Assessing Risk and Reward for Taking a Stance
Research is generally on the side of brands who take a stance. In fact, according to recent data from Sprout Social, 66% of consumers want brands to engage in social and political issues. The numbers are even higher for those age 18-34, 73% of whom believe brands should join the conversation.
And making consumers happier equates to increased brand equity and greater opportunity for conversion. Indeed, 87% of consumers would buy a product based on a company’s advocacy for an issue they care about. But is advocacy enough to gain customers’ trust and build brand loyalty? What kind of risks and rewards are potentially at play when a brand decides to comment on a social or political issue?
Brands who make statements like those made in the “Dream Crazier” ad stand to lose segments of their loyal customer base who disagree with the political or social messages therin, potentially resulting in thousands in devastating profit losses. They also risk ostracizing key stakeholders who inform business strategy and direction.
A number of brands who have incorporated socio-political messaging into their marketing have been accused of capitalizing on human suffering and inequities to turn a profit. Further, even if they agree with the meaning behind the messaging, consumers who get any inkling of inauthenticity behind a brand’s social or political message are often prepared to sully the brand’s name through social media smear campaigns or all-out boycotts.
On the other hand, consumers remain loyal to brands who choose to chime in on a controversial issue — and propel the message with real action — like TOMS has done for years with its one-for-one business model to provide shoes to impoverished children in developing countries, or Patagonia’s commitment to engaging in environmental conservation efforts. These brands and others like it have been able to build stronger brand equity through decided action — not just a few marketing initiative tear-jerkers.
At the end of the day, the stakes are disproportionately in favor of Nike, who has steadfastly crowned Brand Finance’s annual list of the world’s most valuable apparel brands with an estimated overall value of $32.4 billion. They have a lot less to lose when it comes to standing up for what they believe in.
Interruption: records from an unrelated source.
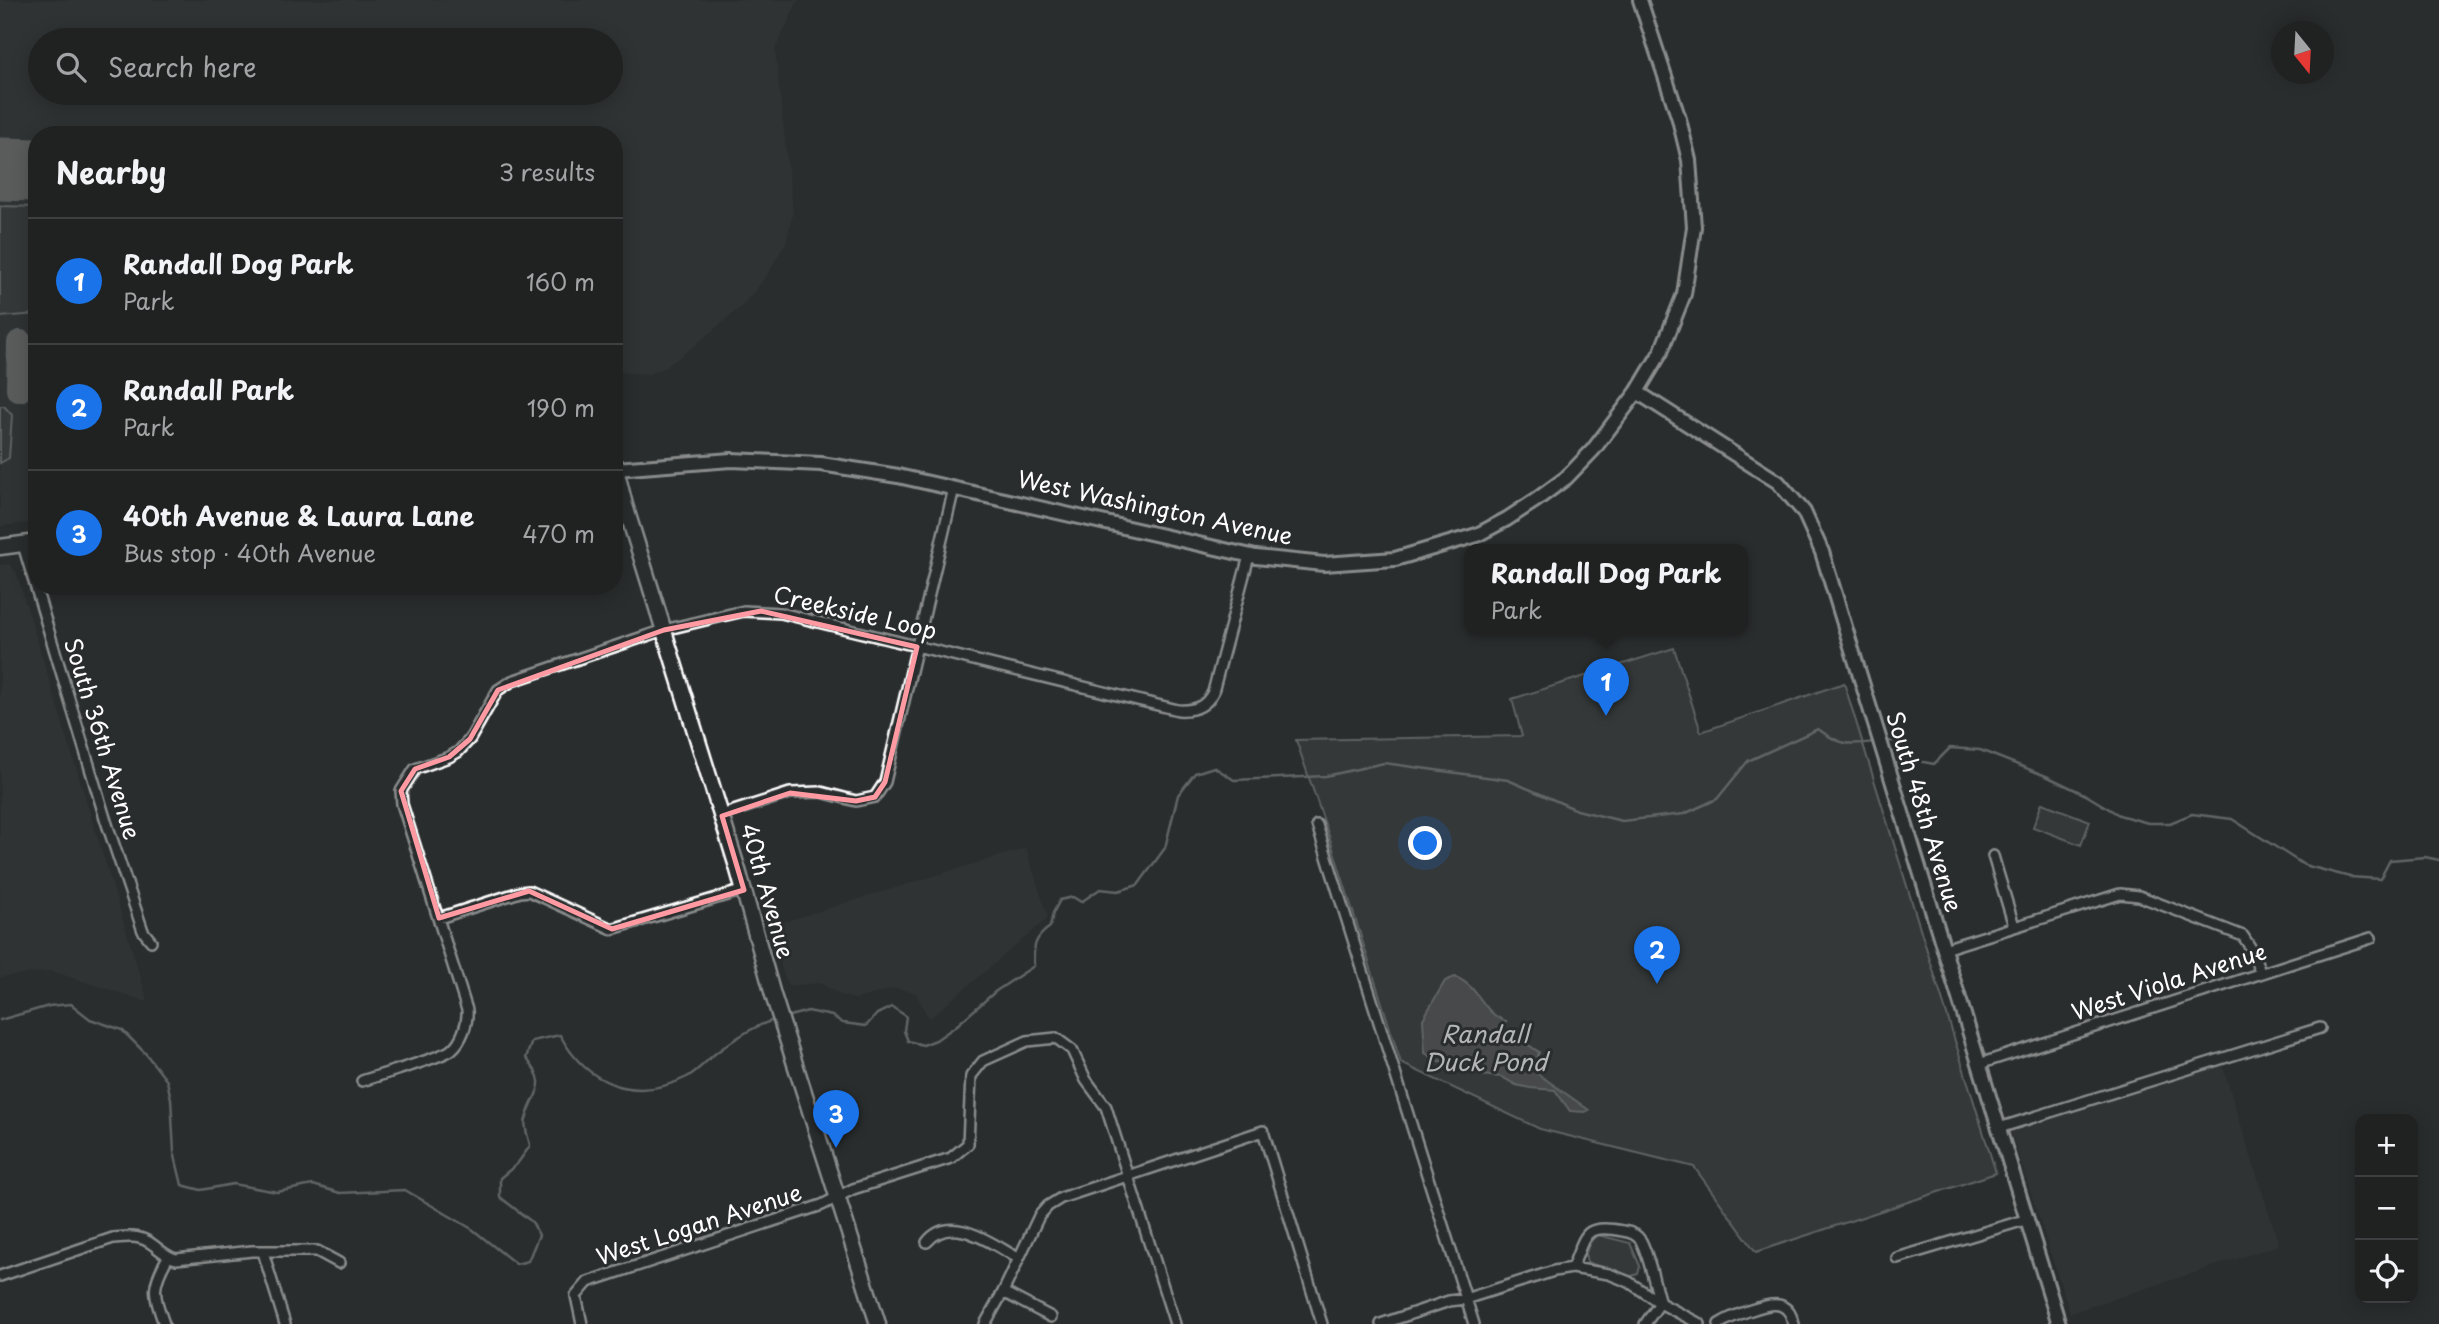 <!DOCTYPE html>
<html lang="en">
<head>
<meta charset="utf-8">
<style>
  body { margin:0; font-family:"Playpen Sans",sans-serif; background:#282a2a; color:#f1f3f6 }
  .controls { position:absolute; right:21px; bottom:21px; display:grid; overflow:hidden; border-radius:14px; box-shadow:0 4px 18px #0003 }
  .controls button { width:63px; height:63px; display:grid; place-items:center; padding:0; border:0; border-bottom:2px solid #3d3f40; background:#202222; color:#f1f3f6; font:35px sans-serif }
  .compass { position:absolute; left:2271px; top:21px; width:63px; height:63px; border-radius:50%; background:#202222; box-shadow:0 4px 18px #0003; rotate:162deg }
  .you { position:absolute; left:1426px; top:844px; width:24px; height:24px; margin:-18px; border:5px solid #fff; border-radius:50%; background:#1a73e8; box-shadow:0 0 0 10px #1a73e833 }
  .badge { display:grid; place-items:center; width:46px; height:46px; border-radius:50%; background:#1a73e8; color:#fff; font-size:23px; font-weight:700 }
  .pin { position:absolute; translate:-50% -58px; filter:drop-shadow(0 2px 4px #0008) }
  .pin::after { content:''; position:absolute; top:37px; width:24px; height:21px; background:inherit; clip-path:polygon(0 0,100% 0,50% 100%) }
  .popup { position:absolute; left:1464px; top:544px; width:284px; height:91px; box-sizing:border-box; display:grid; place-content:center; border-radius:14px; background:#202222; filter:drop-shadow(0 2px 5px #0005); font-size:23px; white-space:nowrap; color:#a2a4a5 }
  .popup b { font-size:26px; color:#f1f3f6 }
  .popup::after { content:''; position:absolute; left:50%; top:100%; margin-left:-14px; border:14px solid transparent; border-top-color:#202222 }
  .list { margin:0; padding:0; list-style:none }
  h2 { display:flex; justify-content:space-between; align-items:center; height:91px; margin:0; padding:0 28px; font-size:30px }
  h2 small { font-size:23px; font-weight:400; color:#a2a4a5 }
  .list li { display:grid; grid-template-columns:46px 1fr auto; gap:21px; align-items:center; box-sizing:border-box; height:126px; padding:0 28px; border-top:2px solid #3d3f40 }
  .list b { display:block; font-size:26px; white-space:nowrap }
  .list p { margin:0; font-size:23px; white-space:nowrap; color:#a2a4a5 }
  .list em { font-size:23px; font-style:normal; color:#a2a4a5 }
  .icon { flex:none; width:38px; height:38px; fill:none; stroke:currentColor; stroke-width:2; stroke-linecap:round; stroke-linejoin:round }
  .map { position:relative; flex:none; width:2439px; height:1324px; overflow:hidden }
  .search { position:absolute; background:#202222; box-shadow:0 4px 18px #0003; left:28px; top:28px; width:595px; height:77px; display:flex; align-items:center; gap:18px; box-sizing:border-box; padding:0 24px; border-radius:38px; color:#a2a4a5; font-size:26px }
  .panel { position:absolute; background:#202222; box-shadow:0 4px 18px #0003; left:28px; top:126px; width:595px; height:469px; border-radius:28px }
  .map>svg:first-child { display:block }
  .built { fill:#373a3b; fill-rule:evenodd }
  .green { fill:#414445; stroke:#a0a2a2; stroke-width:2 }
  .water { fill:#6a6c6d; stroke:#a6a7a7; stroke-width:2 }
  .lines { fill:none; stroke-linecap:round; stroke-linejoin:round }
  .stream { stroke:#a6a7a7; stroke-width:2.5 }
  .taxiway { stroke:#949696; stroke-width:26 }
  .runway { stroke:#949696; stroke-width:63 }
  .street-casing { stroke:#fff; stroke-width:14 }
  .secondary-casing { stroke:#fff; stroke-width:18 }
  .primary-casing { stroke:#fff; stroke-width:19 }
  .street { stroke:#2a2d2e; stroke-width:9 }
  .secondary { stroke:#2a2d2e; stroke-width:12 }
  .primary { stroke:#2a2d2e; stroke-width:14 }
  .marked { fill:none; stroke:#ff9aa2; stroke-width:5; stroke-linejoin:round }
  .labels { text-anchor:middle; stroke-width:6; stroke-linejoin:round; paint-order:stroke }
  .street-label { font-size:23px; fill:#fff; stroke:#2a2d2e }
  .water-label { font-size:24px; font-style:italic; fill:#b4b6b6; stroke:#2a2d2e }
</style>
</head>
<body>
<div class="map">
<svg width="2439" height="1324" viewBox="0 0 2439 1324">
  <rect width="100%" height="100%" fill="#2a2d2e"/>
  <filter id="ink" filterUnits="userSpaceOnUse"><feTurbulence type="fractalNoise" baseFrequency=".0143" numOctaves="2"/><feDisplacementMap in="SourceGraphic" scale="14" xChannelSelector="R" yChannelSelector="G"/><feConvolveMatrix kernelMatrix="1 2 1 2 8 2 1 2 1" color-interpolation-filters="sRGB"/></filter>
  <g filter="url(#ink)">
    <path class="built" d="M0,0H798L775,50L793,213L786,242L766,277L742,306L694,346L666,367L649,374L614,372V135H37V522L0,526ZM40,40H611V93H40Z
      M9,564L16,572L148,1002L51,971L0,977V565Z
      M1026,848L1048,918L929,1019L916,993L895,988L856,999L842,996L820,983L788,986L767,927Z
      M2222,1065L2279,1245L2070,1313L2011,1132Z"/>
    <path class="green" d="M0,206L37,207V314L0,317Z
      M0,406H4L12,415L9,458L0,463Z
      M1674,648L1701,732L1844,683L1996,1173L1756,1252L1694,1167L1540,1129L1401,1063L1330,839L1296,740L1522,736L1512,699Z
      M2042,803L2090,821L2081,845L2033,827Z
      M1598,1235L1630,1243L1640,1266L1638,1274L1629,1277L1587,1262C1583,1253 1590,1240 1598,1235Z"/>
    <path class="water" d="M1455,977C1480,986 1483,1015 1506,1021L1500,1030L1506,1035L1515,1037L1519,1032L1527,1044L1539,1052L1534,1071L1589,1110L1585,1112L1570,1111L1555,1090L1530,1088L1516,1085L1502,1077L1479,1075L1467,1067L1444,1059L1445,1062L1438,1061L1425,1053L1423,1019L1445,981Z"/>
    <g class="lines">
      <path class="stream" d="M1883,742L1903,740L1913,760L1934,764L1950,748L1980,750L2046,776L2086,795L2119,815L2148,823H2170L2192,814L2232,819L2304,865L2350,877L2380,879L2390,860L2425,857L2439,860
        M786,1017L808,1011L832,1016L843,1023L866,1026L877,1014L892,1007L906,1016L904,1031L908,1041L923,1045L936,1040L956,1026L996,991L1034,966C1033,947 1034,938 1050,927L1053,913L1060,900L1073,897L1081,902L1100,889L1118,891L1138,885L1165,848L1178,795L1195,773L1214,767L1234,780L1326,776L1384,763L1508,780L1577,810L1622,821L1684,814L1717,799L1748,761L1818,729C1841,746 1848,745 1877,742
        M0,1020L49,1006L71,1004L90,1019L122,1030L146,1054L167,1081L171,1099L174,1152L182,1185L201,1190L233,1184L277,1192L313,1185L340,1193L405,1190L472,1229L516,1264L528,1261L539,1235L532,1222L500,1197V1178L517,1164L530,1146C529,1138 523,1126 526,1119C534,1090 551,1087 526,1058L532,1041L560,1035C587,1085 635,1103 687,1077C698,1071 707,1060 716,1053C734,1039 755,1025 777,1019"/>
      <path class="taxiway" d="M19,389L20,343"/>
      <path class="runway" d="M0,169L37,170"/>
      <g class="street-casing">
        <path id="street" d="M23,545L105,818L143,931L151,941
          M721,815L790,793L821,792L856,801L875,797L885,782L954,488
          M1317,825L1474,1324
          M1993,856L2014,926
          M439,918L520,892L529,891L612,929L744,890
          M1944,949L2120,894L2139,896L2243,936L2252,950L2260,972
          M1979,1064L2371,938
          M362,1081C379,1075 441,1058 451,1050C462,1041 468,1023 467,1010L402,804L401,791L415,769L449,757L458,752L470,739L498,690L512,681L664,630L722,616L744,611L781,613L1178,710C1194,711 1206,707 1213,692L1249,556
          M1999,1128L2320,1028
          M927,1242C951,1212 992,1244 1018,1258
          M263,1252L285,1324
          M1897,1258L2028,1219
          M1572,1268C1586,1236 1582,1223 1623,1231C1630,1232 1637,1234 1641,1241C1650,1259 1654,1283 1660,1303
          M0,1276L113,1238C124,1237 137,1235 147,1241C157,1246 164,1256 176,1259L252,1251H317L339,1263
          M1003,1292L1051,1317
          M164,1324C153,1292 151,1287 168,1257
          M582,1324L576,1296L588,1282L822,1205L853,1189L951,1158L968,1144L971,1076L983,1061L1027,1041L1056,1038L1072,1050L1086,1080L1106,1107L1175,1324
          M985,1324L1003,1292L1039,1216L1048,1206L1061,1198L1263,1131L1322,1324
          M1381,1324L1449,1301L1465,1299L1554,1271L1572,1268L1609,1274L1629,1282L1660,1303L1700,1324
          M1645,1324L1660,1303
          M1719,1324C1730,1317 1771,1300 1782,1306C1790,1310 1791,1316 1794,1324"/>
      </g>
      <g class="secondary-casing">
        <path id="secondary" d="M1637,392L1778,482L1804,512L1822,552L2059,1324
          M616,469L731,460L821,464L898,476L1256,557L1324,564L1395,559L1477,535L1507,519L1536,500L1566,478L1593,450L1637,392L1661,352L1684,294L1694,227L1689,160L1679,119L1640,0"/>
      </g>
      <g class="primary-casing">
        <path id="primary" d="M614,469H616L625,505L738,870L773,995L878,1324
          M0,547L37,542"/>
      </g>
      <use href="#street" class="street"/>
      <use href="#secondary" class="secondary"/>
      <use href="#primary" class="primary"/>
    </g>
  </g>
  <path d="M0 0H2439V1324H0ZM761,611L917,647L885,782L875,797L856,801L790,793L722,816L744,890L612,929L529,891L439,918L401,791L415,769L449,757L470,739L498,690L664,630Z" fill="#2a2d2e" fill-opacity=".55" fill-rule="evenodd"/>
  <path class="marked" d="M761,611L917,647L885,782L875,797L856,801L790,793L722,816L744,890L612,929L529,891L439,918L401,791L415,769L449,757L470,739L498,690L664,630Z"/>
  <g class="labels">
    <g class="street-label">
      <text transform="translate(1155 508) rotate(12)" y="8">West Washington Avenue</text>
      <text transform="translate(855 613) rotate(13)" y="8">Creekside Loop</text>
      <text transform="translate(102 739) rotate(73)" y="8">South 36th Avenue</text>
      <text transform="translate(1924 812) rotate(73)" y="8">South 48th Avenue</text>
      <text transform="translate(767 891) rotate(74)" y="8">40th Avenue</text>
      <text transform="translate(2169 982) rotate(-18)" y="8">West Viola Avenue</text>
      <text transform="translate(699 1225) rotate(-18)" y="8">West Logan Avenue</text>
    </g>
    <g class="water-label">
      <text x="1485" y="1043">Randall<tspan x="1485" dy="28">Duck Pond</tspan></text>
    </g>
  </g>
</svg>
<div class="controls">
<button>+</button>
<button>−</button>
<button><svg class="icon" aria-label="locate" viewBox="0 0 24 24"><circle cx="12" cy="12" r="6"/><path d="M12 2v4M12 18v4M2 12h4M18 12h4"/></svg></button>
</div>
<svg class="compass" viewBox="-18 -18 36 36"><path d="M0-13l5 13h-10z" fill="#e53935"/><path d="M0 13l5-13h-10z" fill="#a2a4a5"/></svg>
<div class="you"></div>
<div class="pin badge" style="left:1606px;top:716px">1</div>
<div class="popup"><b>Randall Dog Park</b>Park</div>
<div class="pin badge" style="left:1657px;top:984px">2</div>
<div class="pin badge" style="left:836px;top:1148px">3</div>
<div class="search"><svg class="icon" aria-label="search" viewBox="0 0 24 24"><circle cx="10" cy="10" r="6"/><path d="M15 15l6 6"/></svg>Search here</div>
<section class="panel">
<h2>Nearby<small>3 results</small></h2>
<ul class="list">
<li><span class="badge">1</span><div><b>Randall Dog Park</b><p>Park</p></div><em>160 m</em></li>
<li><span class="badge">2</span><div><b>Randall Park</b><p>Park</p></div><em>190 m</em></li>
<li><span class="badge">3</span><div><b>40th Avenue &amp; Laura Lane</b><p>Bus stop · 40th Avenue</p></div><em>470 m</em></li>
</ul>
</section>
</div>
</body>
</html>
Nike has demonstrated time and again that they are committed to investing in social good and their actions do not go unnoticed by consumers. Aside from their popular initiatives promoting youth health, Nike has introduced programs aimed at bridging equity gaps in communities across the world, campaigns in partnership with Girls, Inc., and the creation of Girl Effect, a nonprofit organization building youth brands with the goal of empowering girls. Nike Chairman, CEO, and President Mark Parker even deemed 2019 Nike’s “year for women.”
Nike has yet to introduce new initiatives focused specifically on closing the social disparities that exist between women and men in sports in the wake of the “Dream Crazier” campaign. Still, they are likely to continue reaping the benefits of generally positive consumer opinions of them because they have a demonstrated track record of taking action on social issues.
As consumer data indicates, even less dominant brands are poised to see higher conversion rates, increased loyalty, and greater overall value if they participate in socio-political discourse — on the condition that their rallying cries are backed with meaningful action that contributes to causes for which they advocate.